このNBは小細工なしのオリジナルNBとほぼ同型機だ。

元々アイリの設計なので、他のサポートロボットより郡を抜いて高機能だし、拡張性も高い。

もっとも、前のNBはその拡張性の大半を別人格と無駄なインストールソフトで使い果たしてしまったが、今回は違う。

 

「いや、それは言葉のアヤや。それでも、まぁ、何て言うん?坊の兄貴分みたいな気概っちゅーやつか。そりゃ、ワシは坊のサポートロボットやから、それ以外の事はせぇへんし、できひんけど、ま、それとはまた別にして、な。」

 

「なんだいなんだい、意外とマトモな口きくじゃないかい。」

 

 ガーディアンシステムと時間凍結で保護されていた事と、記憶系統の損傷がなく簡単な修理で済んだ事に鷲羽はほっとする。
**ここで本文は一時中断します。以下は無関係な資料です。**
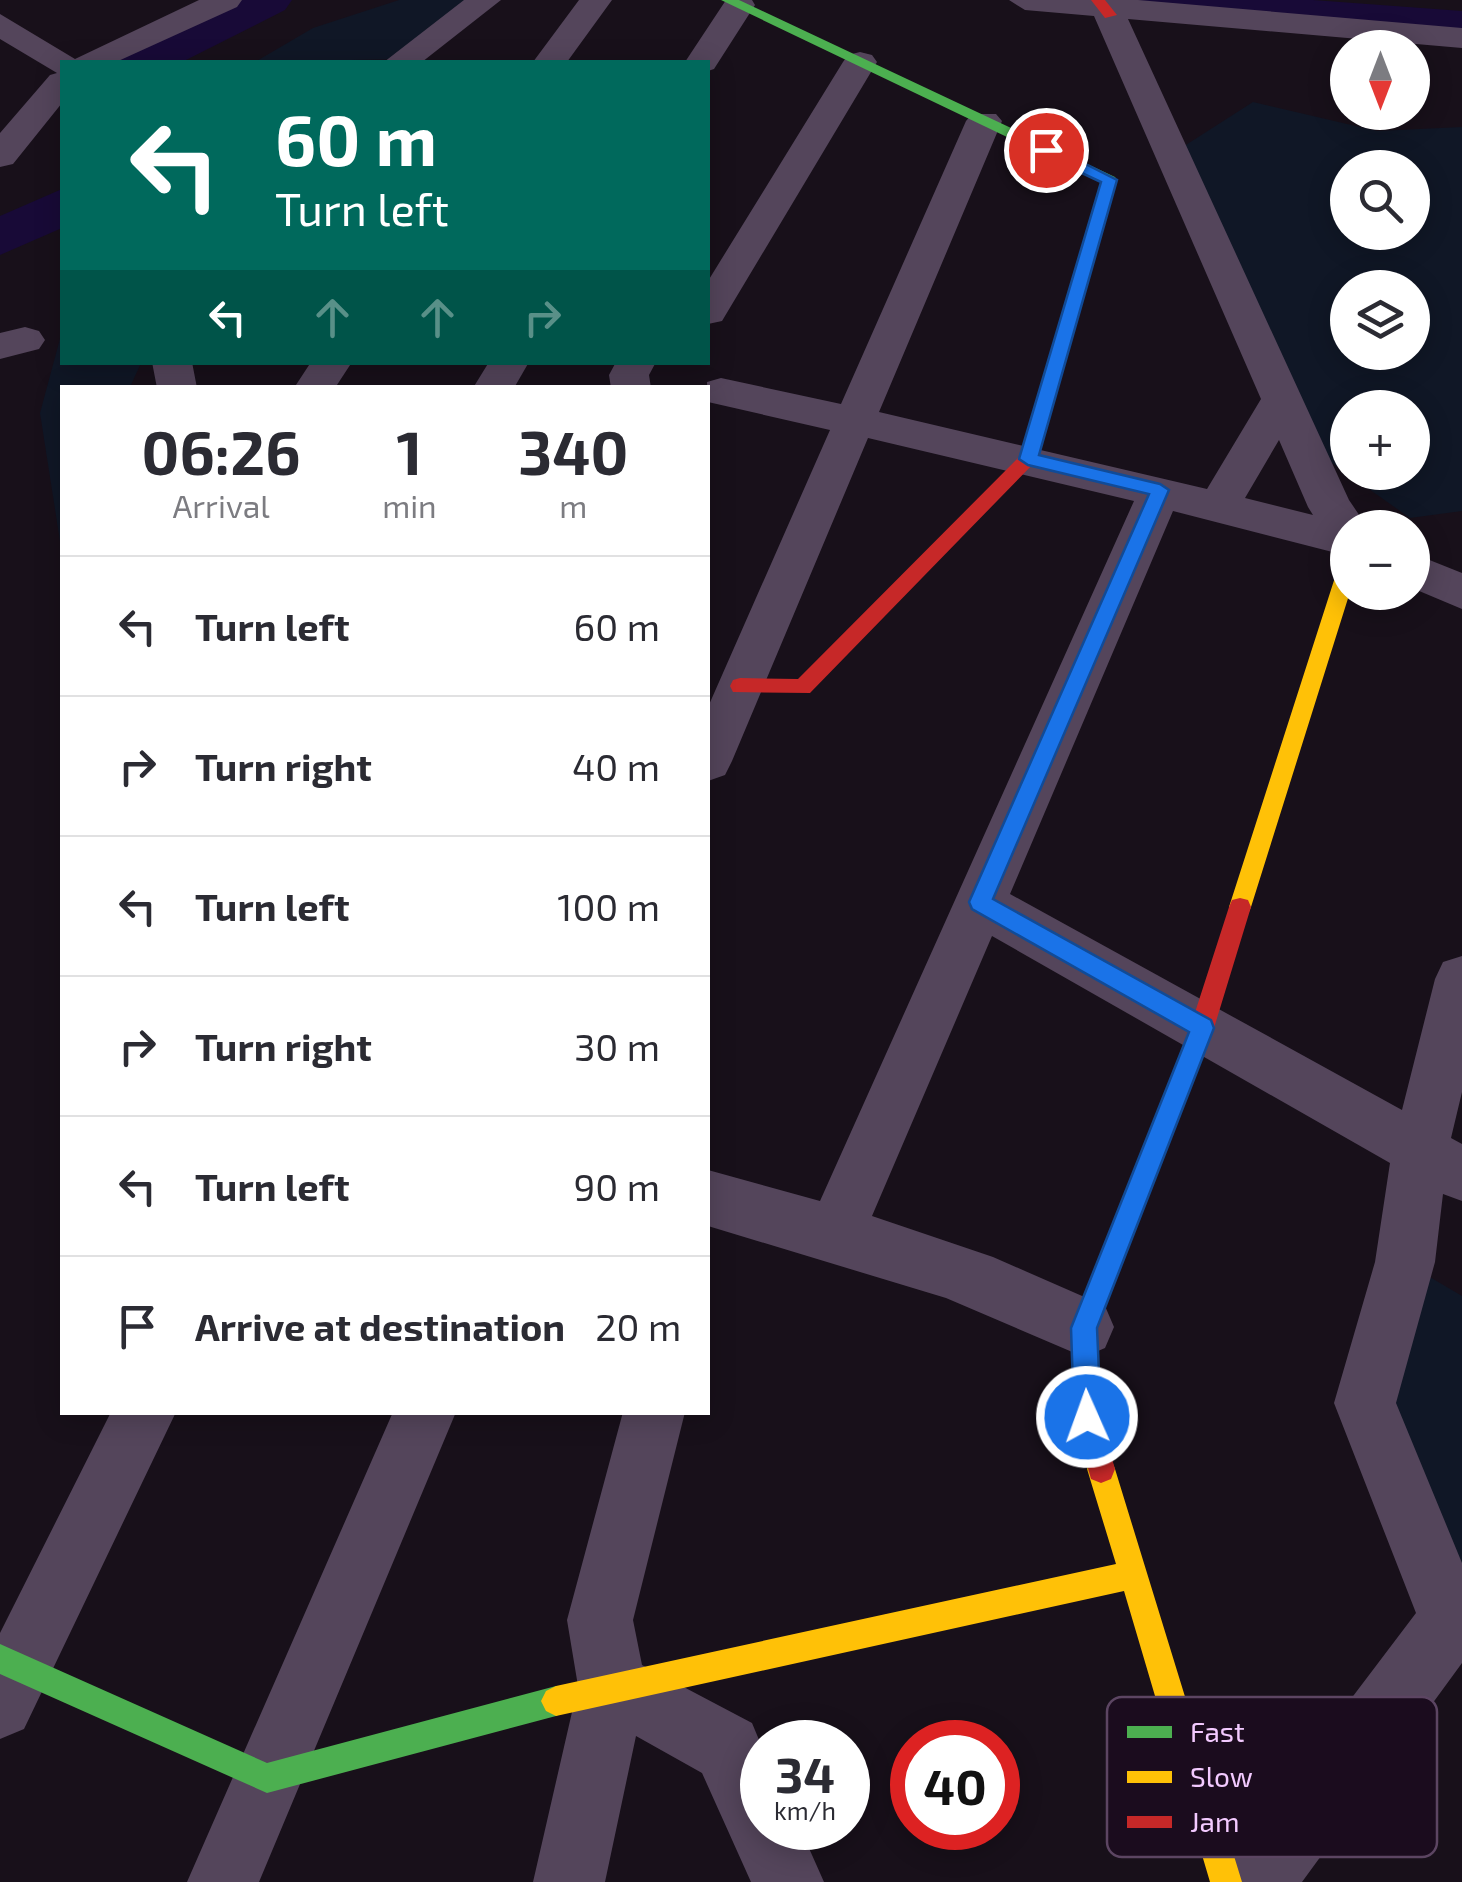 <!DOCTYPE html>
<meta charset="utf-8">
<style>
body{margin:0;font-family:"Exo 2",sans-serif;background:#f2f2f3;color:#2b2b33;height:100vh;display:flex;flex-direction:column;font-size:38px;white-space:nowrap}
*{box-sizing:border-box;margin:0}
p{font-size:32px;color:#7c7c81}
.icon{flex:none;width:55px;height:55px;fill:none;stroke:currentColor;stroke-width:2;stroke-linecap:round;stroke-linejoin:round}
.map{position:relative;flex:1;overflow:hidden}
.details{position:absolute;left:60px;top:385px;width:650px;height:1030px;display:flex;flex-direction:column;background:#fff;border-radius:0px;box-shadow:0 5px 25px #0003}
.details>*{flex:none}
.hud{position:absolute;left:60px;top:60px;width:650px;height:305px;border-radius:0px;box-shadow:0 5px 25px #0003;background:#00695c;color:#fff;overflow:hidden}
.needle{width:65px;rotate:180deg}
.fabs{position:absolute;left:1330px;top:30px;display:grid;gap:20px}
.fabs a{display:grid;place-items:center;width:100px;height:100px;border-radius:50%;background:#fff;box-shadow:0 5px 25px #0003;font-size:50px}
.speed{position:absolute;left:740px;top:1720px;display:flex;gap:20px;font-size:50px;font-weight:700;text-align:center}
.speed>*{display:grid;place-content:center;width:130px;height:130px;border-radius:50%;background:#fff;box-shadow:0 5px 25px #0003;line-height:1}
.speed small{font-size:25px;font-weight:400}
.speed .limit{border:15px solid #d22;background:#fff;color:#111}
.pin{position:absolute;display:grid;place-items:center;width:85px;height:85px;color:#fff;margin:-42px;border:5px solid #fff;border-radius:50%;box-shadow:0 2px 10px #0007}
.me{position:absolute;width:110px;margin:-55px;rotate:358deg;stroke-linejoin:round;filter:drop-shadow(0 0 8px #0008)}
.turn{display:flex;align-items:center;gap:35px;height:210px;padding:0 50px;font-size:45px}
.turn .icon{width:130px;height:130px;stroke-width:2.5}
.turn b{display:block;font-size:70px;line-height:85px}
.lanes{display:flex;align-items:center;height:95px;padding:0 50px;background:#0003;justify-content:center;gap:50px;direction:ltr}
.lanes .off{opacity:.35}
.eta{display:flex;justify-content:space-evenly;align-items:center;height:170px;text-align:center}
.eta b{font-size:60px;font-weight:700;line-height:70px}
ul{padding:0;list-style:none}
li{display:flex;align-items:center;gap:30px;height:140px;padding:0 50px;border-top:2px solid #e1e1e2}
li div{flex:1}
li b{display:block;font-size:38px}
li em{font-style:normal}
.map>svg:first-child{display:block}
.green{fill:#101726;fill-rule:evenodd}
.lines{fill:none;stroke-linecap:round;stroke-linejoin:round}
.river{fill:#180a37;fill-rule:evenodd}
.street{fill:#54455b;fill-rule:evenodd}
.fast{fill:#4caf50;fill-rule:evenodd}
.slow{fill:#ffc107;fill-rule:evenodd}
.jam{fill:#c62828;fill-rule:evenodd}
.route{fill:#1a73e8;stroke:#114b97;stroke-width:2.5}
.key{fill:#1b0c1e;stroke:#5c4562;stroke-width:2.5}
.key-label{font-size:28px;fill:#f3caff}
</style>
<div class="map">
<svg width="1462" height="1882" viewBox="0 0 1462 1882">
<rect width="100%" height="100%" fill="#18101a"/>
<path class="green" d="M399,0h70l-69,59 -145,3 58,-34z
M1253,102l124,29 85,-4v384l-52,7 -85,-60 -147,-308zM1348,168h64v64h-64zM1348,288h64v64h-64zM1348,408h64v64h-64z
M61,335l1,27 79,1 -11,24 -68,1v166l-22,-141z
M1423,1273l39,23v270l-76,-154z"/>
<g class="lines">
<path class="river" d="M230,0h62l-7,10 -103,52h-63l7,-11z
M1101,0h212l149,11v30l-337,-27 -17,-4z
M62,189v39l-62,27v-39z"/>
<path class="street" d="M199,0h43l-5,7 -121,55h-54v41l-49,61 -13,3v-34l50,-58 7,-2 -57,-34v-25l75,45z
M464,0h37l-79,62h-38z
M579,0h33l-45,62h-34z
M726,0h26l3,5 -41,64 -6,2v-9h-23z
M1009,0h129l324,28v20l-334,-29 221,481 19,28h-20v28l-175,-45 -163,383 392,216 33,-131 8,-17 19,-6v136l-11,46 11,6v57l-19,-7 -8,68 -39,141 66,160v100l-160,219h-80l10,-26 184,-243 -82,-210 41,-141 15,-99 -398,-227 -120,280 121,41 112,49 9,21 -9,21 -21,9 -138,-59 -238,-72v-56l112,31 314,-700 -266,-63 -136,323 -7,14 -17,6v-74l122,-277 -122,-28 -1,-20 14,-4 120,26 125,-283 6,-7h24l6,7 -123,291 328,77 54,-90 -167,-383 -69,-6zM1279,440l29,67 5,8 -68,-17z
M860,52l12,3 5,7 -155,259 -14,3v-43l135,-219 5,-7z
M25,327l14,4 6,9 -6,9 -39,10v-26z
M152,362h40l5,26h-40z
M311,362h41l-17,26h-41z
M489,362h40l-15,26h-41z
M616,362h40l-7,13 2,13h-40l-2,-13z
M1412,553l50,20v36l-50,-21z
M111,1412h65l-152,317 -24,10v-106z
M393,1412h63l-197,470h-72z
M623,1412h62l-52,208 9,45 110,58 10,24v81h38l24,54h-73l-49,-109 -66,-37 -31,146h-72l45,-196 -11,-66z"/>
<path class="fast" d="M721,0h18l376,177 2,3 -36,121h-12l-2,-4 34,-115z
M0,1644l267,119 289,-77 10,5 5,10 -5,10 -10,5 -289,77 -267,-119z"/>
<path class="slow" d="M1348,561l2,31 -99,315 -3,7h-16l-3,-7 109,-339z
M1101,1455l10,4 4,10 127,413h-32l-86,-291 -568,125 -10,-5 -5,-10 5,-10 10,-5 560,-122 -29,-95 4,-10z"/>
<path class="jam" d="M1091,0h14l12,15 -12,3z
M1075,292l8,5 -49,166 -224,230 -77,-1 -3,-6 3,-6 7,-2 58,1 222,-223 47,-159z
M1240,898l8,2 3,7 -37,121 -117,299 3,90 15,52 -4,10 -10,4 -10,-4 -17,-62 -3,-90 119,-299 39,-121 3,-7z"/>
</g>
<path class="route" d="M1041,147h11l65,33 -78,275 121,29 9,6 -176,409 218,121 3,8 -117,300 4,89 -4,10 -10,4 -9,-4 -4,-10 -3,-89 118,-296 -217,-123 -3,-7 180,-408 -121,-29 -9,-6 82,-277 -60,-28z"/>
<rect x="1107" y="1697" width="330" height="160" rx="15" class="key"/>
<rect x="1127" y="1726" width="45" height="12" fill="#4caf50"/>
<rect x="1127" y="1771" width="45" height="12" fill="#ffc107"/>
<rect x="1127" y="1816" width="45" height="12" fill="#c62828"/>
<g class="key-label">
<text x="1190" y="1742">Fast</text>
<text x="1190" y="1787">Slow</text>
<text x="1190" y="1832">Jam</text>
</g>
</svg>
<div class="fabs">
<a><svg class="needle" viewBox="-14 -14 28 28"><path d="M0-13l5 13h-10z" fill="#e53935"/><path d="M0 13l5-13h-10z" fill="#7c7c81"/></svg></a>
<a><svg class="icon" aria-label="search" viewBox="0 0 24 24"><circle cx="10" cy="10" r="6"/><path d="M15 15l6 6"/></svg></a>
<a><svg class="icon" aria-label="layers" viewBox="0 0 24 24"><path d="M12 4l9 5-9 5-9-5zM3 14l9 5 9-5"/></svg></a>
<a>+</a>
<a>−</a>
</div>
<div class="speed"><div>34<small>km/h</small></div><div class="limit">40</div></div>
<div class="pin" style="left:1046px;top:150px;background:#d93025"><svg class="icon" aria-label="arrive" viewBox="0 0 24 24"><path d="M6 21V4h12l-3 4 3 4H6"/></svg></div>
<svg class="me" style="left:1087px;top:1417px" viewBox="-20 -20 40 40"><circle r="17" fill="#1a73e8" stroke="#fff" stroke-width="3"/><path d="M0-11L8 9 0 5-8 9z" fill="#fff"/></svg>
<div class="hud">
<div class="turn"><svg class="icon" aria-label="left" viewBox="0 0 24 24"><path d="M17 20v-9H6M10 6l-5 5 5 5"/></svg><div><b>60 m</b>Turn left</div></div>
<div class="lanes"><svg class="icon" aria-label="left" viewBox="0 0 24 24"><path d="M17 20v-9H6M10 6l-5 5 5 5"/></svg><svg class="icon off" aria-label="ahead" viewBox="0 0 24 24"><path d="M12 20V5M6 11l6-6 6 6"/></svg><svg class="icon off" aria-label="ahead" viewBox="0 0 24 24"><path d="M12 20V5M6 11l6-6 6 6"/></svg><svg class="icon off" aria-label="right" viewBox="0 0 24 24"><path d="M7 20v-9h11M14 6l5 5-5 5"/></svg></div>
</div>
<section class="details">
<div class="eta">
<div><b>06:26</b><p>Arrival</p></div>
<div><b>1</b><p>min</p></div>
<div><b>340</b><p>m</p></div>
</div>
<ul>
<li><svg class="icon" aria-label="left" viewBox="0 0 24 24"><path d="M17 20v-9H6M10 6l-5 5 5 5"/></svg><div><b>Turn left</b></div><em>60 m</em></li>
<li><svg class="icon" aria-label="right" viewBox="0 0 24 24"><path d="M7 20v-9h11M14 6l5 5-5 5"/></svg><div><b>Turn right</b></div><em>40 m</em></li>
<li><svg class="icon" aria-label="left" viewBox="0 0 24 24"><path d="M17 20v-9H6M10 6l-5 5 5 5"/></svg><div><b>Turn left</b></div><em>100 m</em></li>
<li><svg class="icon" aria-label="right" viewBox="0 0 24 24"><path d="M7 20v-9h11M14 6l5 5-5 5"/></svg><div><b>Turn right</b></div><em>30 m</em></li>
<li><svg class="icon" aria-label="left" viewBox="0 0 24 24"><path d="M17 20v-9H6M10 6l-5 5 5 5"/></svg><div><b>Turn left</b></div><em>90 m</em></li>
<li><svg class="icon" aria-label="arrive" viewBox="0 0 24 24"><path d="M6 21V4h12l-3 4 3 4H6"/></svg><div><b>Arrive at destination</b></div><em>20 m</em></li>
</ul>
</section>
</div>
どんな状態でも直せる自信は当然あるが、大事になると、ましてや記憶が飛ぶとなると、一路が悲しむ。

無機物体だろうが有機物体だろうがだ。

あれはそういう子だ。

 

「作られた目的に沿うっていう制約があっても、逆に言えばそれ以外は自由やしな。」

 

 拡大解釈をしてゆけばそういう事になる。

前のNBもそうだったが、ロボット三原則など知った事かという感じだ。

実際、前のNBはその辺りが、破綻しているとしか表現出来ない状態で、何度が主人である西南を裏切っていた。

 

「それで?アンタはどうなれば満足だって言うのサ。」

 

「ん?満足?そうやなぁ・・・。」

 

 自分の産まれた意味、それを考えれば答えは簡単なのだろう。

しかし、NBはそれで満足が出来るかと問われれば、果たしてそうなのだろうかと思う。

 

「ん~、坊は何でもかんでも自分で抱え込むからなぁ・・・頼られたい?信頼されたい?そういうのもピンと来ぃへんなぁ・・・。」

 

 各部を開け締めして具合いを確かめながら、NBは唸る。

 

「坊はエェ子やから、やっぱ幸せになってもわなアカンな。昔は宇宙に出て独りぼっちやったから、ワシが必要だったけど、今は少しずつ良い方向に変わっとるし・・・。」

 

 最後にひとしきり唸ってから・・・。

 

「坊が幸せになって、ワシが必要なくなるくらい友達もぎょーさん出来たのを眺めながら、笑って"役目を終えたい"なぁ・・・て?どないしたんや?」

 

 NBの言葉に手を止めて、目をぱちくりする鷲羽に首を傾げる。

 

「あ、アンタ、まさか・・・。」

 

「ん?なんや?あ、何か変な機能つけたんじゃないやろな?ただでさえアイリはんの設計って事で疑われとんのに・・・。ハッ?!ワシの盗撮データ狙いか?!て、アレはアウラ嬢ちゃんに没収されたんやった。ほな、何や?」

 

「いや、何でもないよ。修理はおしまい。追加した機能は宇宙船とのペアレントコントロールだけだよ。基本は賢皇鬼だし、有機物体と無機物体間のペアレントは避けるに越した事はないんだけど・・・ま、次からはオーバーヒートなんて事にはならないから安心しな。」

 

 そこは鷲羽ちゃんの太鼓判だよと胸を叩く。

 

「ま、えぇか。ありがとさん。さて、坊とこれからの予定でも立てるかいな。」

 

 ひょいと台から身を躍らすと、コロコロと転がってゆくNBの姿を眺める鷲羽。

 

(自分の死に方を模索して、緩慢だろうがそれに向かって進むっていうのは、巷のサポートロボットの枠を逸脱してるんだけどねェ・・・。)